Outros Títulos: Le lit conjugal (França)
The conjugal bed (USA)
Die bienenkönigin (Alemanha)
Lecho conyugal (Colômbia, México)
Ape Regina (Polônia)
Ægtesengen (Dinamarca)
Manslukerskan (Suécia)
Современная история: Королева пчёл (União Soviética)
Pais: Itália, França
Gênero: Comédia, Drama
Direção: Marco Ferreri
Roteiro: Marco Ferreri, Rafael Azcona
Produção: Alfonso Sansone, Henryk Chroscicki, Diego Fabbri
Design Produção: Massimiliano Capriccioli
Música Original: Teo Usuelli
Fotografia: Ennio Guarnieri
Edição: Lionello Massobrio
Efeitos Sonoros: Italo Cameracanna
Nota: 8.4
Filme Assistido em: 1966

Elenco

Ugo Tognazzi Alfonso
Marina Vlady Regina
Walter Giller Padre Mariano
Linda Sini Madre Superiora
Riccardo Fellini Riccardo
Gian Luigi Polidoro Igi
Nino Vingelli Homem no cemitério
Achille Majeroni Tia Mafalda
Melissa Drake Maria Costanza
Mario Giussani Conde Ribulski
Sandrino Pinelli Noivo de Maria Costanza
Jusupoff Ragazzi Tia Jolanda
Pietro Tattanelli Tio Don Giuseppe
Polidor Irmão Lorenzo
Jacqueline Perrier .

Prêmios

Festival Internacional de Cannes, França

Prêmio de Melhor Atriz (Marina Vlady)

Sindicato dos Jornalistas Críticos de Cinema, Itália

Prêmio Fita de Prata de Melhor Ator (Ugo Tognazzi)

Indicações

Prêmios Globo de Ouro, EUA

Prêmio de Melhor Atriz em um Drama (Marina Vlady)

Festival Internacional de Cannes, França

Prêmio Palma de Ouro (Marco Ferreri)

Sindicato dos Jornalistas Críticos de Cinema, Itália

Prêmio Fita de Prata de Melhor Estória Original (Goffredo Parise)

Videoclipes

70 anos de cinema

Sinopse

Quando um homem chega aos quarenta anos de idade, bem vividos, ele geralmente entende que chegou a hora de procurar uma boa moça para se casar.
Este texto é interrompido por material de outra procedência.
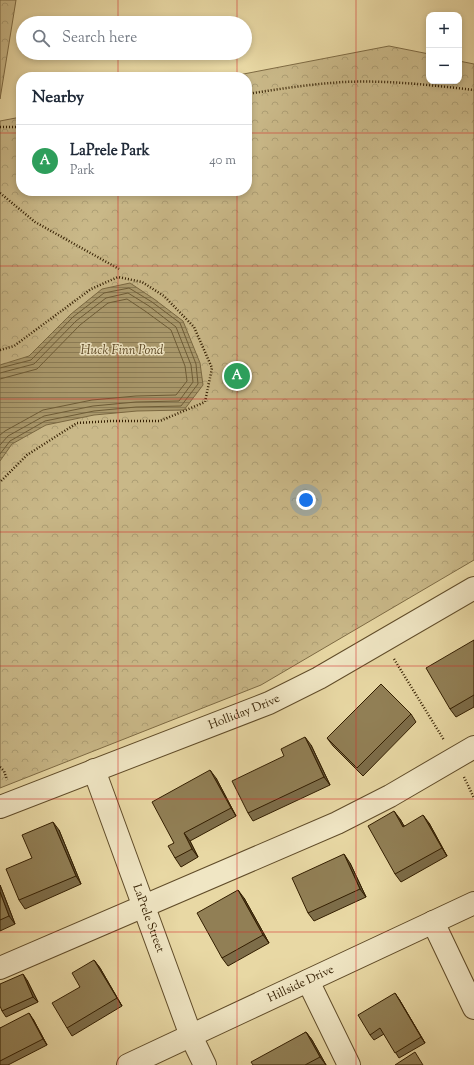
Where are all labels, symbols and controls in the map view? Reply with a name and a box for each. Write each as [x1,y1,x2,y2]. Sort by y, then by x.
map controls [426,12,462,84]
button: + [426,12,462,48]
search box [16,16,252,60]
icon: search [30,27,52,49]
text: Search here [62,28,137,49]
button: − [426,48,462,84]
text: Nearby [32,86,84,110]
text: LaPrele Park [70,141,150,162]
text: A [40,152,50,170]
text: 40 m [209,152,236,170]
text: Park [70,162,95,180]
water label: Huck Finn Pond [81,342,164,360]
pin: A [224,361,250,391]
your location [296,490,316,510]
street label: Holliday Drive [206,690,284,735]
street label: LaPrele Street [127,882,169,955]
street label: Hillside Drive [265,961,338,1007]

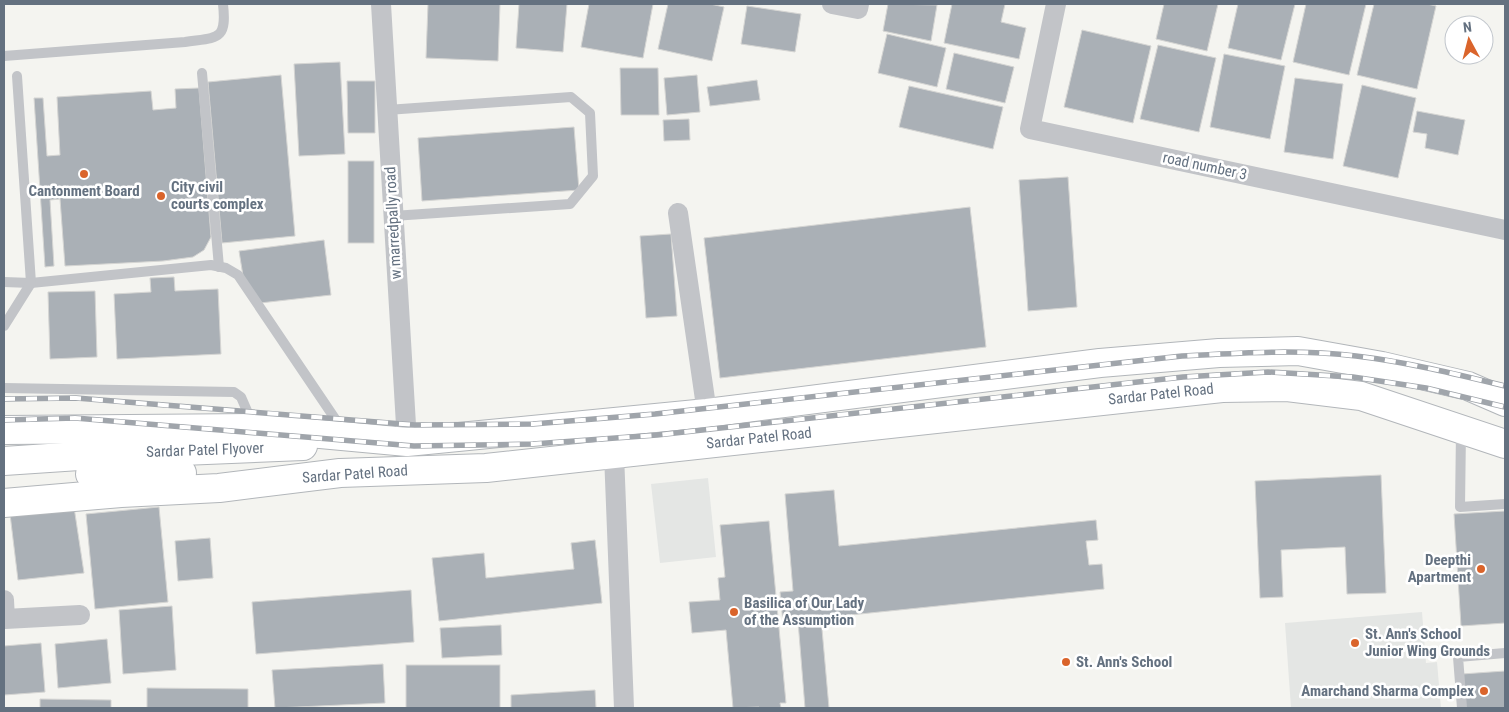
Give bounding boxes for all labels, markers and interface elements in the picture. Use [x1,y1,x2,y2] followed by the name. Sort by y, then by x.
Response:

Este é o caso de Alfonso, que espera encontrar uma bela mulher, religiosa, cheia de princípios e, se possível, virgem.

É o padre Mariano, um velho amigo seu, quem vai mostrar-lhe Regina, próxima da cúpula da Basílica de São Pedro em Roma, filha de uma família burguesa e devota. Ela, por sua vez, pretende entregar-se a ele apenas depois da cerimônia de casamento e, bem entendido, com a intenção de logo em seguida engravidar.

Uma vez casados, Regina faz de tudo para conseguir seu objetivo, mas a criança não chega. Inicialmente feliz por ter uma mulher tão empenhada em ter um filho, Alfonso no entanto é cada vez mais exigido por ela a ponto de ficar bastante debilitado. Regina redobra seu poder de sedução numa tentativa de dar mais coragem e energia a seu homem, mas nada de novo acontece.
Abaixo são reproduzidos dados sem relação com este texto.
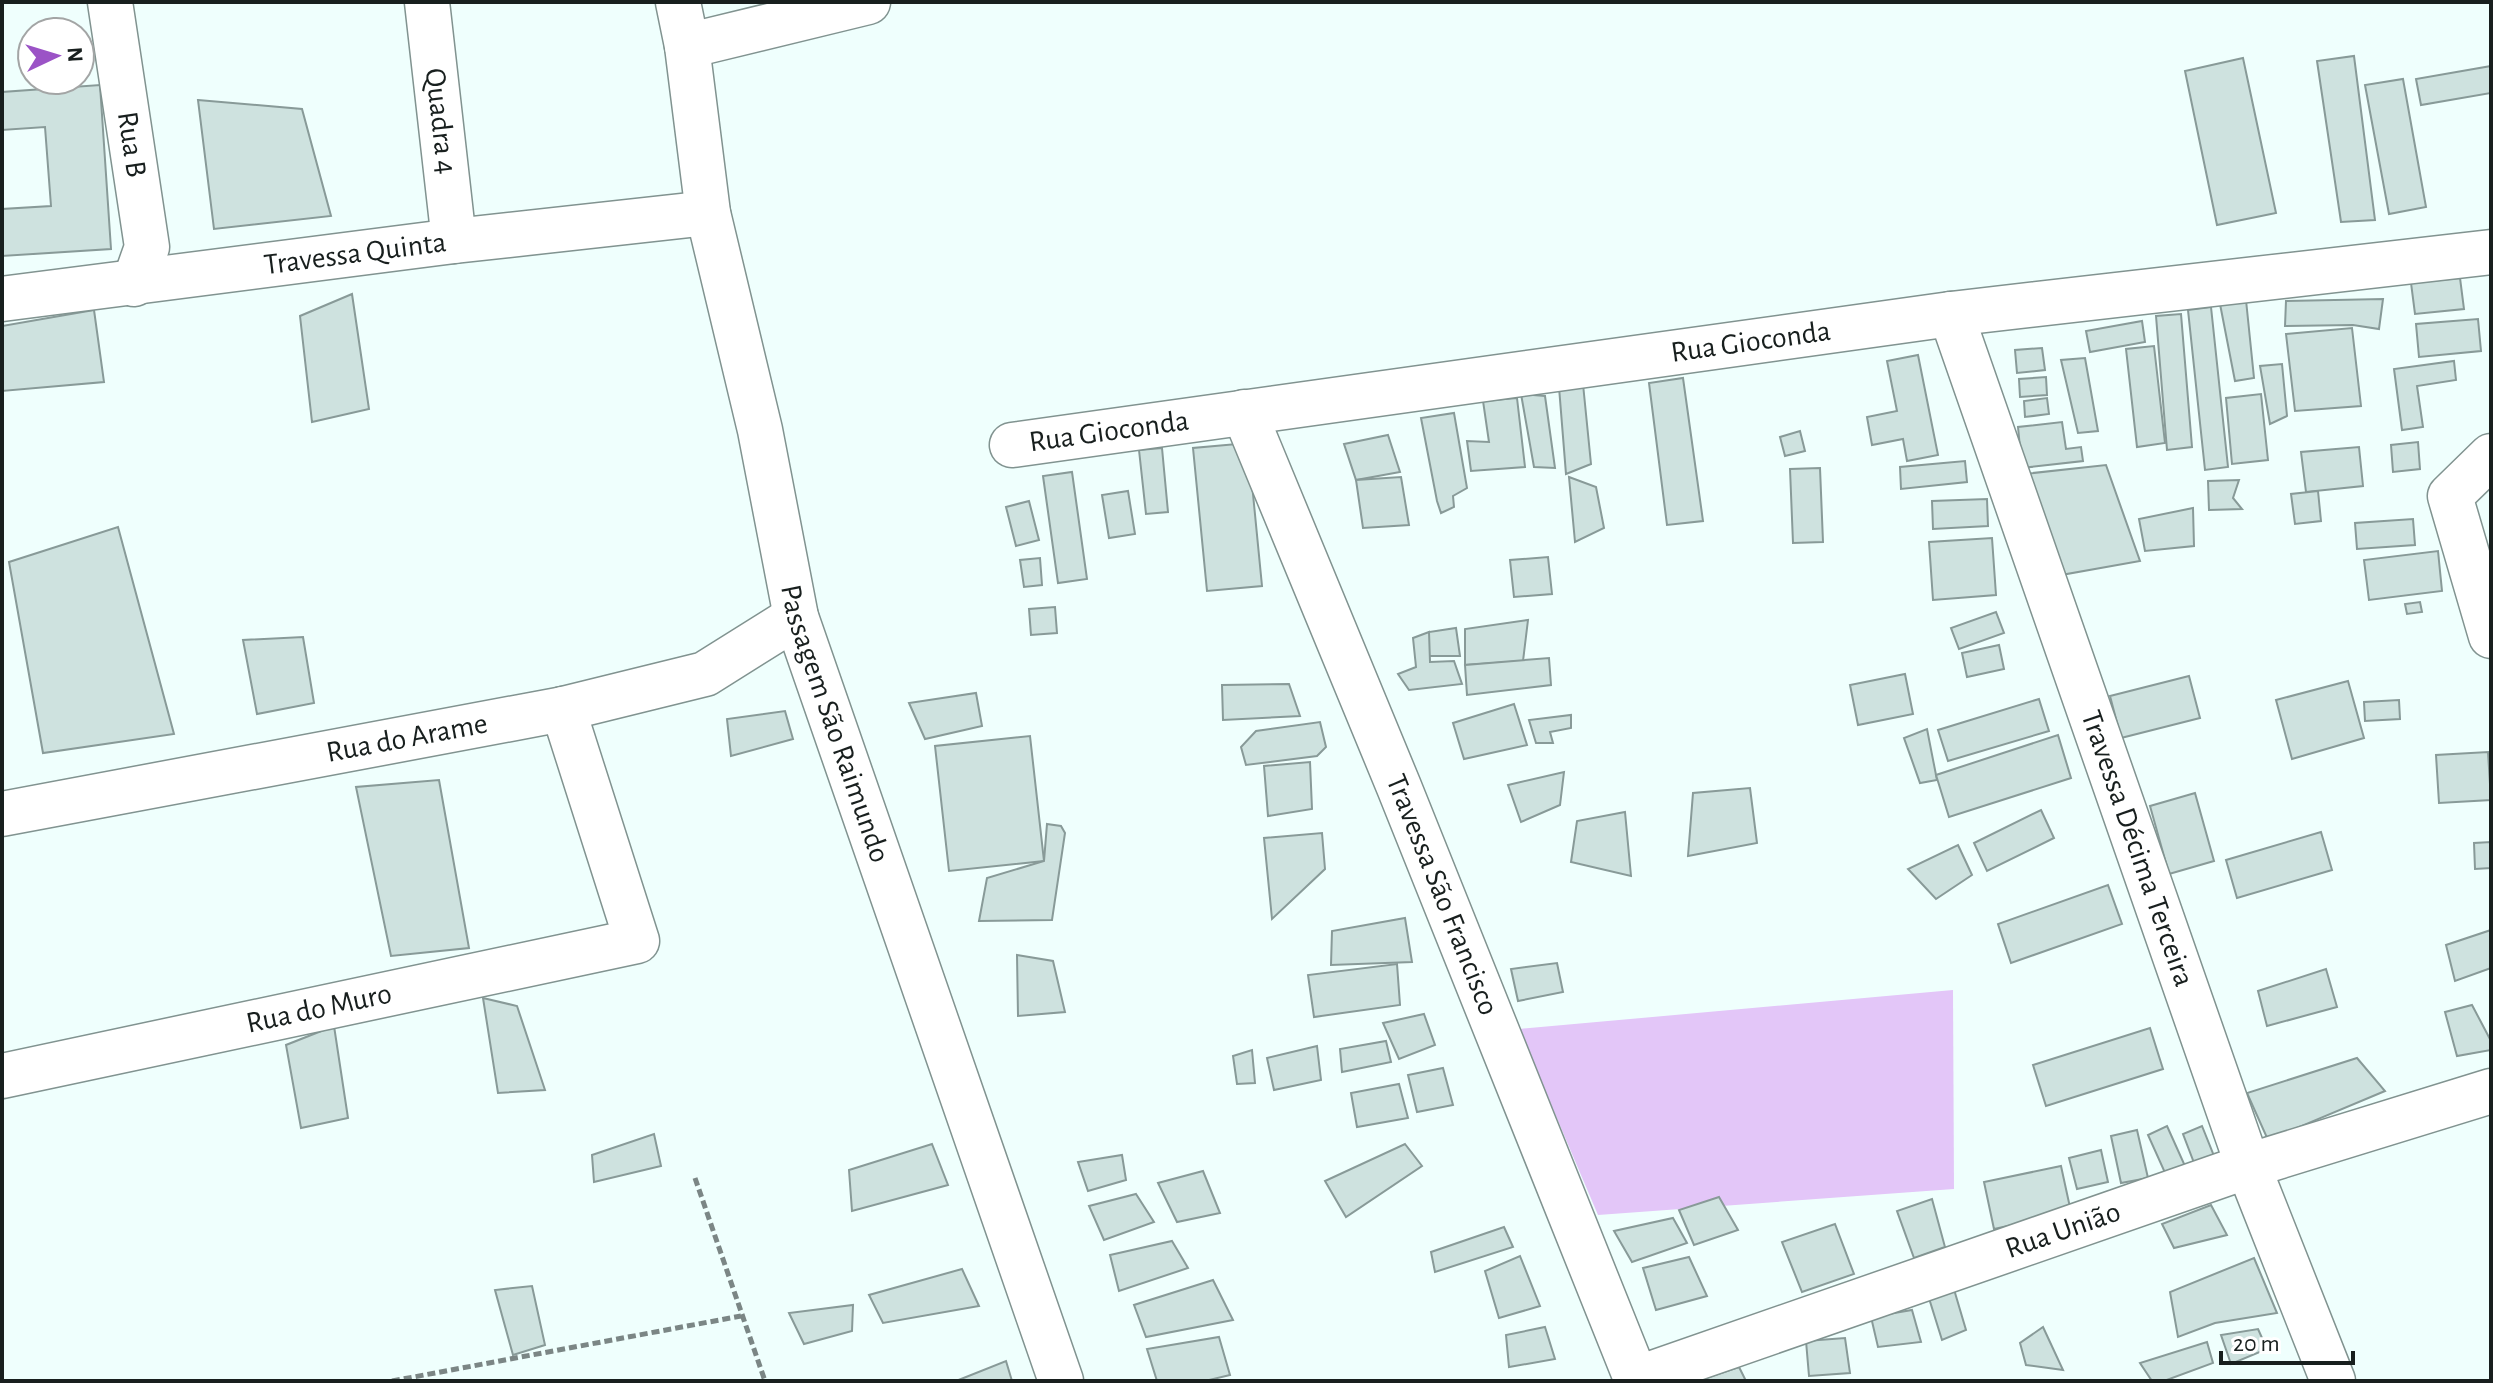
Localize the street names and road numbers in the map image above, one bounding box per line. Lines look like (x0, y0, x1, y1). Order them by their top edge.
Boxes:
street label: Quadra 4 (420, 67, 461, 176)
street label: Rua B (112, 109, 151, 179)
street label: Travessa Quinta (262, 227, 448, 280)
street label: Rua Gioconda (1669, 316, 1833, 368)
street label: Rua Gioconda (1027, 405, 1191, 457)
street label: Passagem São Raimundo (775, 582, 895, 866)
street label: Travessa Décima Terceira (2075, 707, 2199, 990)
street label: Rua do Arame (324, 708, 490, 768)
street label: Travessa São Francisco (1381, 770, 1504, 1020)
street label: Rua do Muro (243, 979, 394, 1039)
street label: Rua União (2001, 1197, 2124, 1264)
Alfonso começa então a definhar, sendo obrigado a se submeter a um rigoroso tratamento com hormônios. Em vão. A luta continua com Alfonso se sentindo como se estivesse sendo submetido a extenuantes trabalhos forçados. Depois de algum tempo, finalmente, Regina engravida. Por outro lado, vítima de uma crise cardíaca e com seu dever cumprido, Alfonso é abandonado em um canto, meio impotente, restando-lhe apenas contemplar sua esposa, radiante, que prepara a chegada ao mundo de seu herdeiro.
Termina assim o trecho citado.